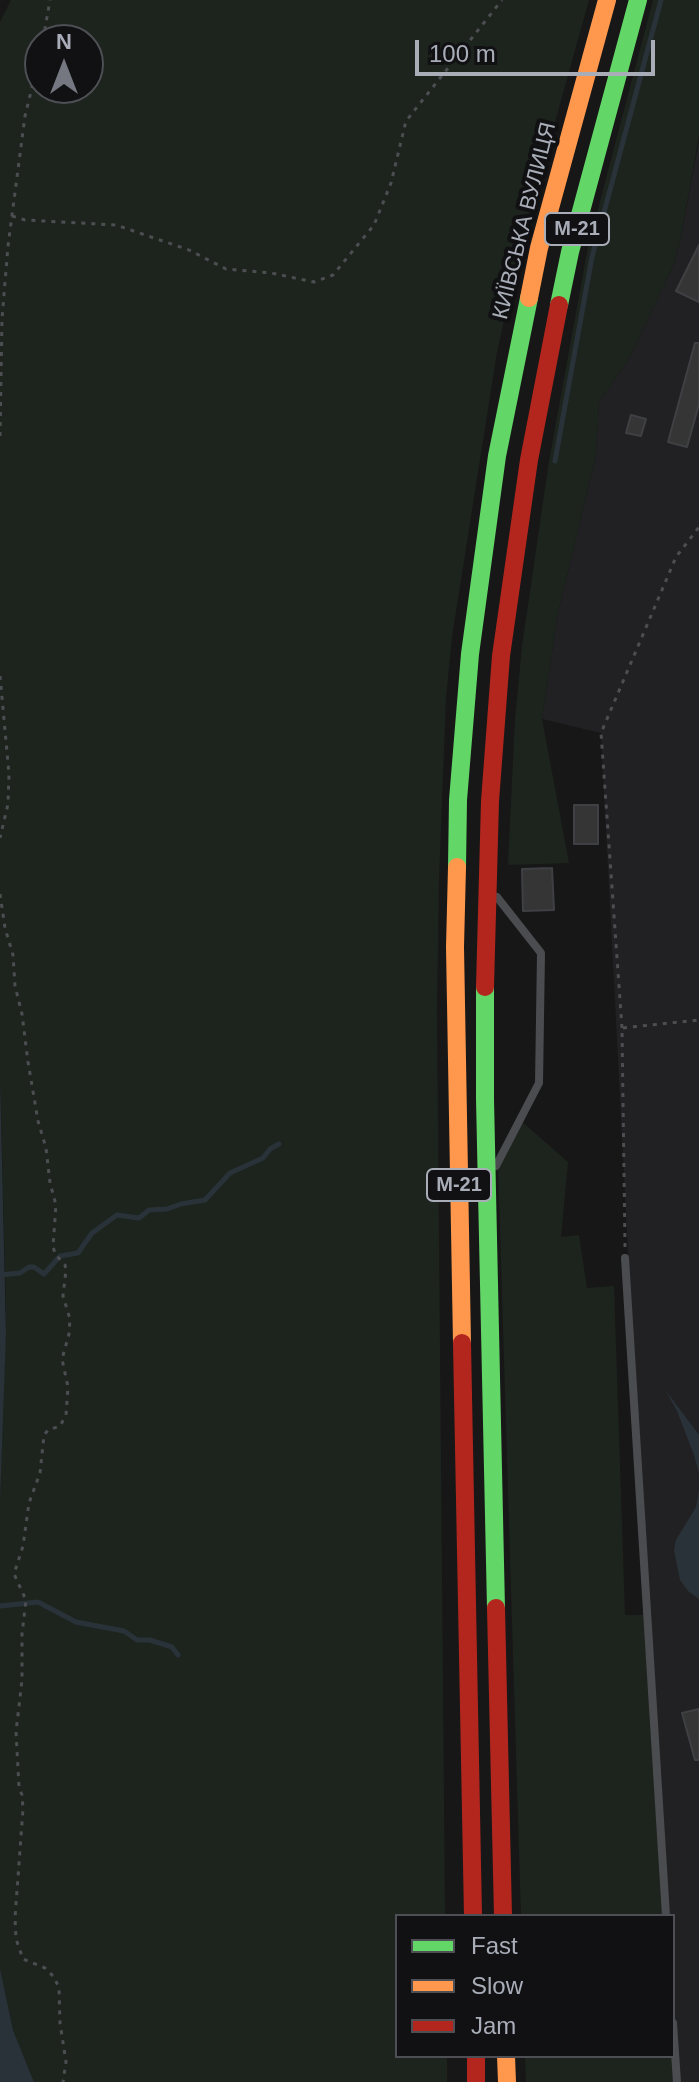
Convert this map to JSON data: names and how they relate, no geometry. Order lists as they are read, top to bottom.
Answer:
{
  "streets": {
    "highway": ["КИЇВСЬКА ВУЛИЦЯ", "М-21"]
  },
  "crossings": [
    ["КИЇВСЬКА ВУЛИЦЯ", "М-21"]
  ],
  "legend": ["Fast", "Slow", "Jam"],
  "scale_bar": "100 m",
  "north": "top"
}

- Instructions for the task -
Only the pictures are to be dropped; all other material above must be repeated exactly.

- Output of the exercise -
Convert this map to JSON data: names and how they relate, no geometry. Order lists as they are read, top to bottom.
Answer:
{
  "streets": {
    "highway": ["КИЇВСЬКА ВУЛИЦЯ", "М-21"]
  },
  "crossings": [
    ["КИЇВСЬКА ВУЛИЦЯ", "М-21"]
  ],
  "legend": ["Fast", "Slow", "Jam"],
  "scale_bar": "100 m",
  "north": "top"
}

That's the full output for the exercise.